President-elect Donald Trump on Thursday named Susan Wiles, 67, as his White House chief of staff , an influential cabinet post because she will be the right hand to the President, serving as a virtual sentinel and gatekeeper, and also run the White House executive office. She will be the first woman to occupy the post.

Wiles, who is also a grandmother, has been rewarded for piloting Trump to victory in the presidential election, where she was the MAGA supremo's chief campaign manager. “Susie Wiles just helped me achieve one of the greatest political victories in American history....(she) is tough, smart, innovative, and is universally admired and respected," Trump said in a statement on his first political appointee who was his campaign manager in Florida in 2016 and 2020 before she was catapulted to the national stage.

A backroom operator, she does not relish the limelight, evident in the way she shrank back when Trump asked her to say a few words during his victory speech. She has worked with a range of Republican leaders going back to Ronald Reagan, and is expected to bring order and discipline to the White House -- to the extent possible with Trump at the helm.

Wiles surprise appointment, considering she has very little government experience, came amid jockeying and speculation over a range of cabinet and administration appointments and talk of retribution from MAGA operatives. In one podcast, right-wing lawyer and commentator Mike Davis, reportedly on a shortlist to serve as Attorney General or White House counsel, threatened to put a New York prosecutor in jail if she continued to pursue cases against Trump.

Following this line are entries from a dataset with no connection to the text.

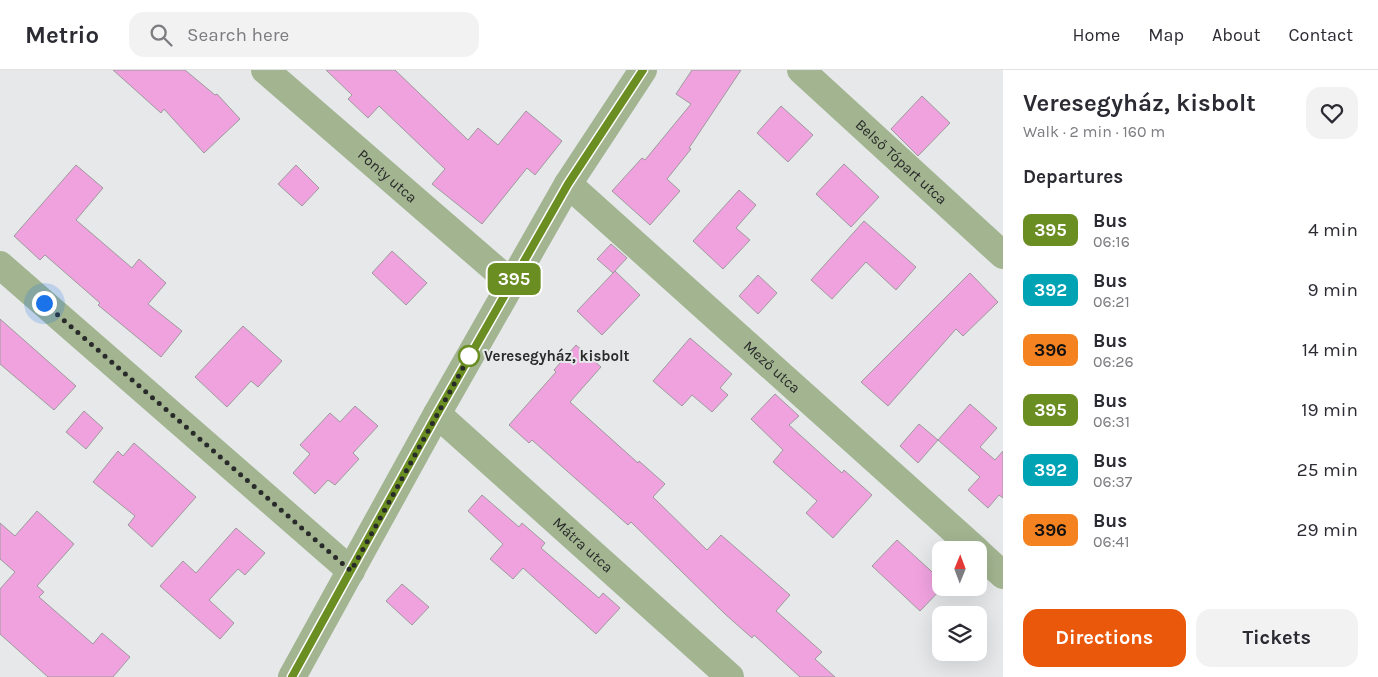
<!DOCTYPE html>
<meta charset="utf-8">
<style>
:root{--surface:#fff;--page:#f2f2f3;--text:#2b2b33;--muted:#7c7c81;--line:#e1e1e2;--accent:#ea580c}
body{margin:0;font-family:Karla,sans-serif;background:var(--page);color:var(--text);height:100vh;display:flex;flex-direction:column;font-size:19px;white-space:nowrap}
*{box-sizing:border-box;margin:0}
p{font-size:16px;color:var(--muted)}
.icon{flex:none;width:28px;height:28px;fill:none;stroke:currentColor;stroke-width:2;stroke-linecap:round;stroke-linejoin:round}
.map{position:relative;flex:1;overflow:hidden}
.sheet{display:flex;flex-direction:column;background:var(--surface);width:375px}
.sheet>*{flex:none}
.badge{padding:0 10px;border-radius:8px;font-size:18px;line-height:32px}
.needle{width:32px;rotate:1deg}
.tools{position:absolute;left:932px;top:471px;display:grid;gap:10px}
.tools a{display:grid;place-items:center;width:55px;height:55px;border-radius:10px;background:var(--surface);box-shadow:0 5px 20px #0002;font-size:25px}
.you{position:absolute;width:25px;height:25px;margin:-12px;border:4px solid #fff;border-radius:50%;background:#1a73e8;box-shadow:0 0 0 8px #1a73e833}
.map>.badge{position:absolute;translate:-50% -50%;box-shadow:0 0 0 2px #fff}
h2{padding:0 20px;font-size:19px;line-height:45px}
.round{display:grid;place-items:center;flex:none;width:52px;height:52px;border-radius:15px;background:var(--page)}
.overview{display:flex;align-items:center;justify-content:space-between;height:85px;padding:0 20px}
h1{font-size:24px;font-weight:700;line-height:38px}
.action{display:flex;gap:10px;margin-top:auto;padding:10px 20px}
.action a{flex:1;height:58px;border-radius:15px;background:var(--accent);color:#fff;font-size:20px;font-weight:700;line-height:58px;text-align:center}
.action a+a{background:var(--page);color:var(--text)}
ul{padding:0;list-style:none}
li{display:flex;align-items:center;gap:15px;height:60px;padding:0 20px}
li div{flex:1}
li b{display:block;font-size:19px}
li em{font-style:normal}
li .badge{min-width:55px;font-weight:700;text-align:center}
header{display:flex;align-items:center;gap:30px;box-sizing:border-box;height:70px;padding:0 25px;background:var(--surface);border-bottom:1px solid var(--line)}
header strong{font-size:24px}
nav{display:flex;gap:28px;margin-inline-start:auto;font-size:18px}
.search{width:350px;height:45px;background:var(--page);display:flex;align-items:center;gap:12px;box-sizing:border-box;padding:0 18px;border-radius:15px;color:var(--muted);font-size:19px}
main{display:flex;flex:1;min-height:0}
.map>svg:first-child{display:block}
.building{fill:#f0a2df;stroke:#9d9a9c}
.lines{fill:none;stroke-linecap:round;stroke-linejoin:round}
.minor{stroke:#a2b490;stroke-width:28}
.line-casing{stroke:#fff;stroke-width:11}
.line{stroke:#6b8e23;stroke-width:8}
.walk{stroke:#292a2a;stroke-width:5;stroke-dasharray:0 9}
.stop-dot{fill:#fff;stroke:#6b8e23;stroke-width:2.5}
.labels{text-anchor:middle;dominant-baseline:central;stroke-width:4;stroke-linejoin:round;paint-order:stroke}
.street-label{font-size:15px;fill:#292a2a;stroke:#e6e8ea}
.stop-label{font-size:15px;font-weight:bold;fill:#292a2a;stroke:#e6e8ea;text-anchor:start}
</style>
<header>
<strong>Metrio</strong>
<div class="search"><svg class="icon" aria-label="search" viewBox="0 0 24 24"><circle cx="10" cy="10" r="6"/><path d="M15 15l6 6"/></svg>Search here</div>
<nav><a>Home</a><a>Map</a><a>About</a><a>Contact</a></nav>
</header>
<main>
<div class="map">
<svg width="1003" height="607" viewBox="0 0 1003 607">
<rect width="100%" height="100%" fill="#e6e8ea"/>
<path class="building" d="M113,0h72l30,25 2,-1 23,25 -36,34 -40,-44 -3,4z
M326,0h69l73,70 10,-12 20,17 28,-34 36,30 -27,34 -8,-7 -45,56 -50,-40 13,-15 -66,-63 -11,12 -20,-19 4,-4z
M692,0h49l-52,78 2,1 -24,30 13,12 -30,34 -38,-34 30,-33 3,2 46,-56 -15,-10z
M922,26l28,27 -32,33 -27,-27z
M781,36l32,29 -25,27 -31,-29z
M844,94l35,33 -28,30 -35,-33z
M76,95l27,23 -27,32 56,48 7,-9 27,24 -18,21 34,27 -21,26 -63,-52 2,-2 -55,-48 -5,5 -26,-24z
M296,95l23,23 -17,18 -24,-22z
M739,120l17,15 -20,23 14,12 -27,29 -30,-28z
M864,151l52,46 -20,23 -30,-28 -34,37 -21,-19z
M611,174l16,14 -14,15 -16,-14z
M392,181l35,32 -21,22 -34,-32z
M615,201l25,24 -38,40 -25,-24z
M970,203l28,29 -35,34 -7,-7 -68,77 -27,-24z
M758,205l19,18 -19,21 -19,-18z
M0,249l76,67 -22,24 -54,-46z
M243,256l39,35 -24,26 -7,-6 -24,26 -32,-30z
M690,268l42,36 -12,14 8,7 -16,17 -20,-17 -10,11 -29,-25z
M576,275l25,22 -31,35 68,61 1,-2 26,23 -12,13 54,53 14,-15 69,60 -14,16 46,41 -7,7 20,18h-35l-46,-42 -2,3 -27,-24 -94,-92 -3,3 -96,-85 -3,3 -20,-18 47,-53 -2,-2z
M775,324l24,22 -10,9 53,48 2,-3 28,25 -39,43 -27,-25 11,-12 -44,-39 10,-12 -32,-31z
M970,334l27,24 -17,19 15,13 8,-9v47l-4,-3 -11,13 -20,-18 12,-13 -42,-37z
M355,336l23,20 -25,27 6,6 -24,26 -7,-5 -13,14 -22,-21 17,-19 -10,-9 30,-32 10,9z
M84,341l19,17 -17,21 -20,-17z
M919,354l19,16 -20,23 -18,-17z
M134,373l62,54 -44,50 -24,-22 7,-9 -42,-34 25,-31 5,5z
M482,425l37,32 3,-4 23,20 -4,5 58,50 4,-5 17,15 -24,26 -73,-66 -10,11 -23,-20 13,-15 -35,-33z
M37,441l37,33 -37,42 7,6 -5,5 54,47 9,-11 28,24 -17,20h-65l-48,-43v-45l15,-17 -15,-13v-36l15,13z
M236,458l29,25 -20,22 -7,-6 -29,31 25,23 -14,16 -60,-53 23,-25 13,12z
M897,470l44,40 1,8 -22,23 -48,-45z
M402,514l27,23 -17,18 -26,-24z"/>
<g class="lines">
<g class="minor">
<path id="s1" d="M265,0l246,213"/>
<path id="s2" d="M801,0l202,185"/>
<path id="s3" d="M568,114l408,366"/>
<path d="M0,195l351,306"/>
<path id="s4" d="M437,344l293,263"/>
<path d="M979,483l24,22"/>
<path d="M292,607l145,-263 131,-230 75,-114"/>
</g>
</g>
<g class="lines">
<g class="line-casing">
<path id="line" d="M292,607l145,-263 131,-230 75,-114"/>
</g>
<use href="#line" class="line"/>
<path class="walk" d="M44,233l307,268 123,-223 -5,8"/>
</g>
<circle class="stop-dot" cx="469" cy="286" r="10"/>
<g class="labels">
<g class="street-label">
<text stroke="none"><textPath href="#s2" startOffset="136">Belső Tópart utca</textPath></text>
<text stroke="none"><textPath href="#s1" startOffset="162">Ponty utca</textPath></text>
<text stroke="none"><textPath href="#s3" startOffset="274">Mező utca</textPath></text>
<text stroke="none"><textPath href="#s4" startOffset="196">Mátra utca</textPath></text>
</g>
<g class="stop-label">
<text x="484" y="286">Veresegyház, kisbolt</text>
</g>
</g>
</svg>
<div class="tools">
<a><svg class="needle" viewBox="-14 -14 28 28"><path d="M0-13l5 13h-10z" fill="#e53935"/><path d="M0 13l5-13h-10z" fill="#7c7c81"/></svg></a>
<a><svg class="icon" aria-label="layers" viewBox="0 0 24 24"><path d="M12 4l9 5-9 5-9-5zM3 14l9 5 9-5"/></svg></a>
</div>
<div class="you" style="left:44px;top:233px"></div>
<b class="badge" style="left:514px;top:209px;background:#6b8e23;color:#fff">395</b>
</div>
<section class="sheet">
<div class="overview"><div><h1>Veresegyház, kisbolt</h1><p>Walk · 2 min · 160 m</p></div><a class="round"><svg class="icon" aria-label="heart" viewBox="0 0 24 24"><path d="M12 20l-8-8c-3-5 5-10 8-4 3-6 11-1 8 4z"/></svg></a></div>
<h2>Departures</h2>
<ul>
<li><span class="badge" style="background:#6b8e23;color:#fff">395</span><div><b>Bus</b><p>06:16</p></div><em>4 min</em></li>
<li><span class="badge" style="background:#00a3b4;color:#fff">392</span><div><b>Bus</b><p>06:21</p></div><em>9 min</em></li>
<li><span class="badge" style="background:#f58220;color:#111">396</span><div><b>Bus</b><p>06:26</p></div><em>14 min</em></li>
<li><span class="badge" style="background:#6b8e23;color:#fff">395</span><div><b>Bus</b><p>06:31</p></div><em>19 min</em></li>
<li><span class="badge" style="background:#00a3b4;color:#fff">392</span><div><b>Bus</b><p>06:37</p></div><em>25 min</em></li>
<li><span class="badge" style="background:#f58220;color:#111">396</span><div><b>Bus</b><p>06:41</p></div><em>29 min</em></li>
</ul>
<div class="action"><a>Directions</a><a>Tickets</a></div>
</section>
</main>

"I dare you to try to continue your lawfare against President Trump... listen here, sweetheart, we're not messing around this time and we will put your fatass in prison for conspiracy against rights," Davis told a MAGA podcaster in remarks directed against NY Attorney General Letitia James, who is prosecuting Trump cases in the city and said in a news conference after the election that her office will continue to hold Trump accountable in his second term.

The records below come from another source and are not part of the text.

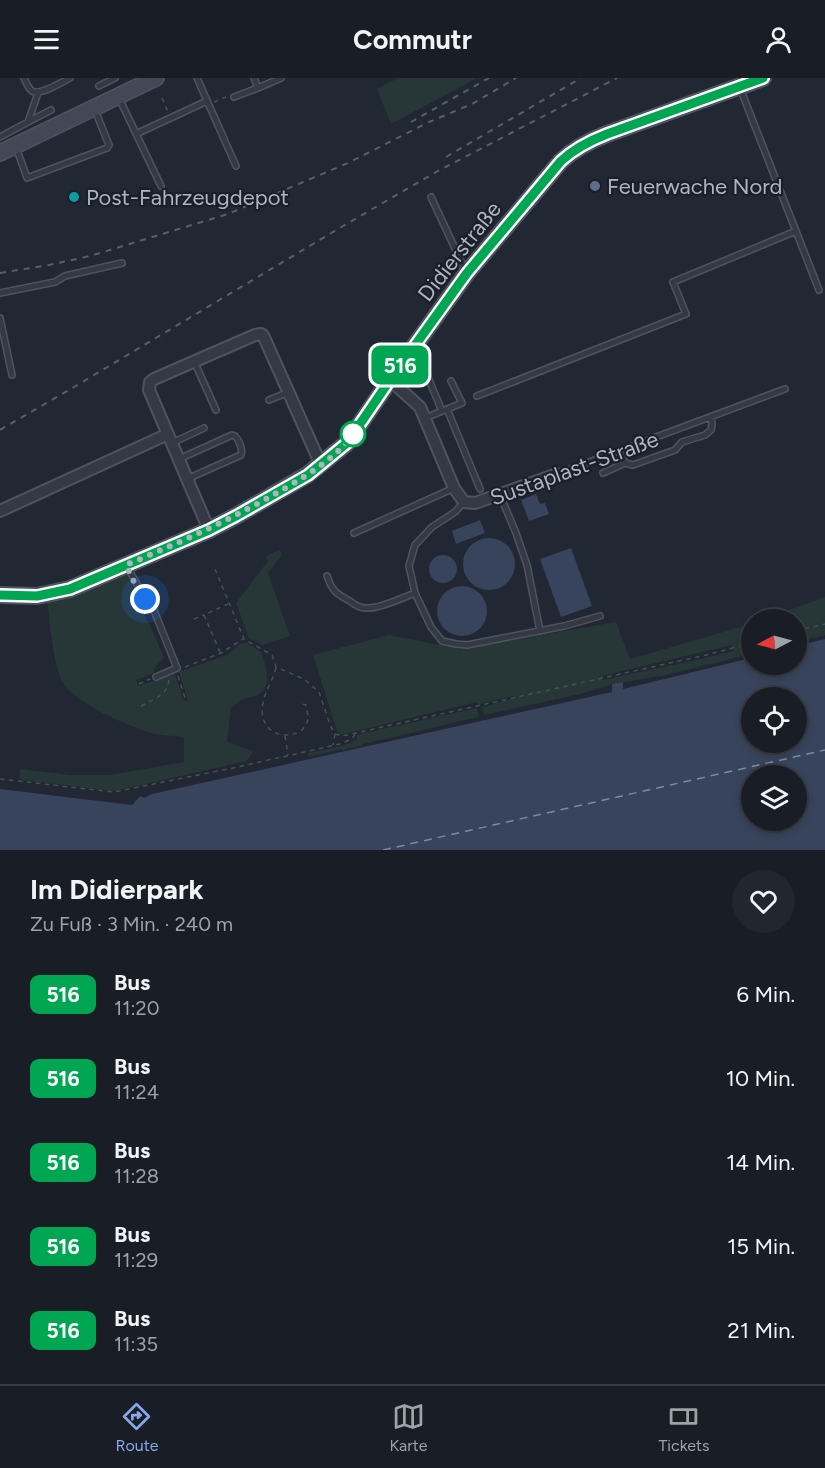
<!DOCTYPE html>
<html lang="de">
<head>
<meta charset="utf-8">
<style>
  :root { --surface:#191d26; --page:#22262e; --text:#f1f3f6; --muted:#9fa2a7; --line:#373b43; --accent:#88a8eb }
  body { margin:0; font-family:Figtree,sans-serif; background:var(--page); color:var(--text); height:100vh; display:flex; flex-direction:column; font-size:22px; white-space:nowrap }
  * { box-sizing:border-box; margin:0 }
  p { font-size:20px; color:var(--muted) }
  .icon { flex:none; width:33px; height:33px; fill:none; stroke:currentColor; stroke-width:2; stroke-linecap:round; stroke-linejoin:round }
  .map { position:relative; height:772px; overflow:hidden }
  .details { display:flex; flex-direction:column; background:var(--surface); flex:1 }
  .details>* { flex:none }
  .badge { padding:0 12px; border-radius:9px; font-size:21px; line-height:39px }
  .needle { width:39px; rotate:264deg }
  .controls { position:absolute; left:741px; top:531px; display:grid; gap:12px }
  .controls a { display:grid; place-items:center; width:66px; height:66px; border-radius:50%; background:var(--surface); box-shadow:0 3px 9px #0003,0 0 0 2px var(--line); font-size:30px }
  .you { position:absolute; width:30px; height:30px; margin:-15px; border:4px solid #fff; border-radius:50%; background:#1a73e8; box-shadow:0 0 0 9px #1a73e833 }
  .map>.badge { position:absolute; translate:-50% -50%; box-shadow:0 0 0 3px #fff }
  .round { display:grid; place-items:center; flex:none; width:63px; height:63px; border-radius:32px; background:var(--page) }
  .summary { display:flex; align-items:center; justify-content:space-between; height:102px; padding:0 30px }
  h1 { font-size:28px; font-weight:700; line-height:45px }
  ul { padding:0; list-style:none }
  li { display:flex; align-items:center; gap:18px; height:84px; padding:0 30px }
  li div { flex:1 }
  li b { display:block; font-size:22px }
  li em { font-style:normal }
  li .badge { min-width:66px; font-weight:700; text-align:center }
  header { display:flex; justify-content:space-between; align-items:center; height:78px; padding:0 30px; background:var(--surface); font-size:27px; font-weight:700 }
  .tabs { display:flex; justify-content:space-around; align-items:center; height:84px; border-top:2px solid var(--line); background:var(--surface); font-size:16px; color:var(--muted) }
  .tabs a { display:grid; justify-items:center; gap:3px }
  .tabs .active { color:var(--accent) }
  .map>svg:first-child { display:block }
</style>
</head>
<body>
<header><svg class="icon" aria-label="menu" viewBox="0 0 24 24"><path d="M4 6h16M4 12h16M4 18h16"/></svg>Commutr<svg class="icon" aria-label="person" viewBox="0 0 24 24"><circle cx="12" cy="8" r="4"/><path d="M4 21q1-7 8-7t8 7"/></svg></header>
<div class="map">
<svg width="825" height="772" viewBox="0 0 825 772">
  <rect width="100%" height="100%" fill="#212733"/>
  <path fill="#273738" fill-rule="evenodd" d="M398,0H477L391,46L377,11Z
    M280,472L282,477L268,495L290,558L263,567L249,560L236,525L268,483L266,478Z
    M125,493L164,579L154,591V595L136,602L138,608L175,596L184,623H188L179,594L227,577L240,566L247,565L261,574C265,585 273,608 259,616C249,622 241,618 233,629H231L227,664L253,673L247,683L115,713L22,702L20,700V691L70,697H110L184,684V659C173,657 161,658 151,655C128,648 75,625 63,605C53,588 50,543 47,522Z
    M825,519V557L797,564L796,542L764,541Z
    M616,544L630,581L751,546V576L666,597L612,606L584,615L484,637L482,629L516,620L513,618L478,626L477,624L344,656H338L313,577L389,557L460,571ZM731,567L734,573L705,580L602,602V598Z
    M477,630L479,639L363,666L360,668L343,672L342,671L309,679L308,675C324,671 344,670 357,661V657L360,656Z"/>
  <path fill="#38445b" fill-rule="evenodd" d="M536,416L540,426L545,425L549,436L529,443L521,422Z
    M480,442L485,455L456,466L452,453Z
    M463 486a26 26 0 1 1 52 0a26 26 0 1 1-52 0Z
    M571,470L592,528L561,539L540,481Z
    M429 491a14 14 0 1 1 28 0a14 14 0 1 1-28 0Z
    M437 533a25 25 0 1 1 50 0a25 25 0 1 1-50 0Z
    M825,561V772H0V711L132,727L140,718L144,720L152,716L612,614V606L623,604V611L751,580L752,586H796L797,568ZM752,620H796V664H752ZM752,698H796V742H752Z"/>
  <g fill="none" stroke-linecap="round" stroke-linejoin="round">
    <path stroke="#7989a6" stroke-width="1.5" stroke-dasharray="8 6" stroke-linecap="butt" d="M383,772L825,672"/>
    <defs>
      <path id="lane" d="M24,0C26,4 28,10 32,13C40,18 62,4 70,0
        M197,0L236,88
        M99,8L115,0
        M258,10L281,0
        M740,10L819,212
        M234,19L258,10L254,0
        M119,20L161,108
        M28,44L51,32
        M136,56L207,23
        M0,59L28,44L38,15
        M16,69L27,100L107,70L109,67L95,32
        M431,119L466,194
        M0,215L55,204L65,198L122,185
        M0,240L12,297
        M194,283L216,332
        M422,285L442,333
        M477,318L686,236L673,204L796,153
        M269,322L289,314
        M447,331L480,411
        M425,340L462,325L451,303
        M172,365L204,350
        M179,381L232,357L235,358C239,362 243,372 241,377L187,401
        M625,385L633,387L675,372L682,364L705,357L711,352L712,346L711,339
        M603,395L625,385L620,373
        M557,396L785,311
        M500,417L516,455L527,487L540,553
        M464,424L455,434L432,449L415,467L409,488L415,515L431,549L442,563L456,566L467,567L564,548L600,538
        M354,455L454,410
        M128,490L145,521L151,525L177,590L156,599
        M327,498C332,512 335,515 348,522C352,524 356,528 360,529C373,534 402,520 415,515"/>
      <path id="street" d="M390,302L420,329L454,410L464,424L475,425L557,396
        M0,433L168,356
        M209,452L149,312L150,304L154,301L255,257L261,256L263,257L321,387"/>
      <path id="secondary" d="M0,75L156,0
        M0,517L37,518L70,511L209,452L236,438L307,397L347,365L390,302L467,195L561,83C575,70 589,63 607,56L763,0"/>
    </defs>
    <use href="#lane" stroke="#4e545f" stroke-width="8"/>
    <use href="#street" stroke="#4e545f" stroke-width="14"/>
    <use href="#secondary" stroke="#4e545f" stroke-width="18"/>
    <path stroke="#445256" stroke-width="1.5" stroke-dasharray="4.5 4.5" stroke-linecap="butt" d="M162,20L168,34
      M214,24L226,19
      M215,491L244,561L272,577L276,589L304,601L319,614L330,647L335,656L333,667
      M194,541L204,537
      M796,553L825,546
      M220,574L204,537L228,526
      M185,589L221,575L243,561
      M276,590C273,602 265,613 263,625C255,666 310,665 308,637C307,633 306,630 306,627L301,626
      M178,598L186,623
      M139,606L150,601
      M141,628C155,620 166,619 169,602
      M335,656L342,658L706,577L752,565
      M285,658L288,677
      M0,701L114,714L233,690L340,666L352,661L355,656"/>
    <use href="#lane" stroke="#343944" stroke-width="5"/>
    <use href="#street" stroke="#343944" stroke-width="10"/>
    <use href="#secondary" stroke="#424856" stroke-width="15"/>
    <path stroke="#585f6c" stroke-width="2" stroke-dasharray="6 6" stroke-linecap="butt" d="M411,44L489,0
      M446,79L581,0
      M0,195L49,187L90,178L228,136L348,85L429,44L472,26L516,0
      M0,352L74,309L343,148L438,93L617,0"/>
  </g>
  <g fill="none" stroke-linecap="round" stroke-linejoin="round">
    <defs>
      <path id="line" d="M0,517L37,518L70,511L209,452L236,438L308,397L347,365L390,302L467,195L561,83C575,70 589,63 607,56L763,0"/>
    </defs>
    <use href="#line" stroke="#fff" stroke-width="14"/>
    <use href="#line" stroke="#00a651" stroke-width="9"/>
    <path stroke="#aeb4c1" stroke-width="6" stroke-dasharray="0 10.8" d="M145,521L133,502L126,487C176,466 224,445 271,418C300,402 335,382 354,355L353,356"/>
  </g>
  <circle fill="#5c6f8a" stroke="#1a1f28" stroke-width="2" cx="595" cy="108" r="6"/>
  <circle fill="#0f9aa8" stroke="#1a1f28" stroke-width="2" cx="74" cy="119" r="6"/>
  <circle fill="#fff" stroke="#00a651" stroke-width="3" cx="353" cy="356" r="12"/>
  <g text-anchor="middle" stroke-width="4.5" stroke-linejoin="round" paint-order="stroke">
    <g font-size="22" fill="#aeb4c1" stroke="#1a1f28" text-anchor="start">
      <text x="607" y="116">Feuerwache Nord</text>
      <text x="86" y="127">Post-Fahrzeugdepot</text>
    </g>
    <g font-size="22" fill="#aeb4c1" stroke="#1a1f28">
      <text transform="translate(459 173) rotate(-52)" y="8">Didierstraße</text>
      <text transform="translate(574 390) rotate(-20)" y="8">Sustaplast-Straße</text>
    </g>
  </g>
</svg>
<div class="controls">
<a><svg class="needle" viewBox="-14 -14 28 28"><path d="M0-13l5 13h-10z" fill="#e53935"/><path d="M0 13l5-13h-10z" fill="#9fa2a7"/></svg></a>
<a><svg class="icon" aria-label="locate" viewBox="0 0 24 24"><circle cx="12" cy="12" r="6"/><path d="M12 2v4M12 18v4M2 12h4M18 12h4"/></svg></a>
<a><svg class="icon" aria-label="layers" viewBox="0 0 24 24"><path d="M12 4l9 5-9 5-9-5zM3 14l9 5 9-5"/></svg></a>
</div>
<div class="you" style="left:145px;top:521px"></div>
<b class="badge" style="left:400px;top:287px;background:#00a651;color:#fff">516</b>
</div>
<section class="details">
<div class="summary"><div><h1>Im Didierpark</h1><p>Zu Fuß · 3 Min. · 240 m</p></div><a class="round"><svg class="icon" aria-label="heart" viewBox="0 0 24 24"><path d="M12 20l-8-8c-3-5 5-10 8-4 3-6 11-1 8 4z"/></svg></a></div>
<ul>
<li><span class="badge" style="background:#00a651;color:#fff">516</span><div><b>Bus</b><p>11:20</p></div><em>6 Min.</em></li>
<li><span class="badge" style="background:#00a651;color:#fff">516</span><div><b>Bus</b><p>11:24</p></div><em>10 Min.</em></li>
<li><span class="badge" style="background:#00a651;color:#fff">516</span><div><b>Bus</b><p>11:28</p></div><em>14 Min.</em></li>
<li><span class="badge" style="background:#00a651;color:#fff">516</span><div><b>Bus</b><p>11:29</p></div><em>15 Min.</em></li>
<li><span class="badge" style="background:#00a651;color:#fff">516</span><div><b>Bus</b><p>11:35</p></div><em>21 Min.</em></li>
</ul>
</section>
<nav class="tabs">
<a class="active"><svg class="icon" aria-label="directions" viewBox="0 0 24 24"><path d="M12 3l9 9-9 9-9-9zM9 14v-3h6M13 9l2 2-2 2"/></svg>Route</a>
<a><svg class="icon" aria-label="map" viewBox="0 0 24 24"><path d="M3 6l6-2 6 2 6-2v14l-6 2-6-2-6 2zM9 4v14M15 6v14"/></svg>Karte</a>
<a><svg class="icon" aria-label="tickets" viewBox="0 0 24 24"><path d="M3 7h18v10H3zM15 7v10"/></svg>Tickets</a>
</nav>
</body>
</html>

While Trump himself has been circumspect after his election, his MAGA flock is drawing up hitlists of enemies in both Democrat and Never-Trumper Republicans circles, and in the administration: Among them, special counsel Jack Smith, former Congresswoman Liz Cheney, former Trump lawyer and turncoat Michael Cohen, and even the troika of Kamala Harris, Hillary Clinton, and Nancy Pelosi.

At various times during his campaign, Trump has threatened to impeach or prosecute his enemies, particularly those he believes perpetuated election fraud and denied him a second term in 2020. "We cannot let our Country further devolve into a Third World Nation, AND WE WON'T! Those involved in unscrupulous behavior will be sought out, caught, and prosecuted at levels, unfortunately, never seen before in our Country," Trump warned in one social media post in September, threatening to target "lawyers, political operatives, donors, illegal voters and corrupt election officials."

While Biden and Harris have promised a peaceful and orderly transition to a Trump White House, some progressive Democrats are warning the US is about to enter an authoritarian phase. "Donald Trump has talked about turning the military on US citizens that he deems his domestic political enemies... in authoritarian regimes, it's not uncommon to jail political dissidents or legislative opponents. This is the world that we very realistically may be entering," Congresswoman Alexandria Ocasio Cortez warned.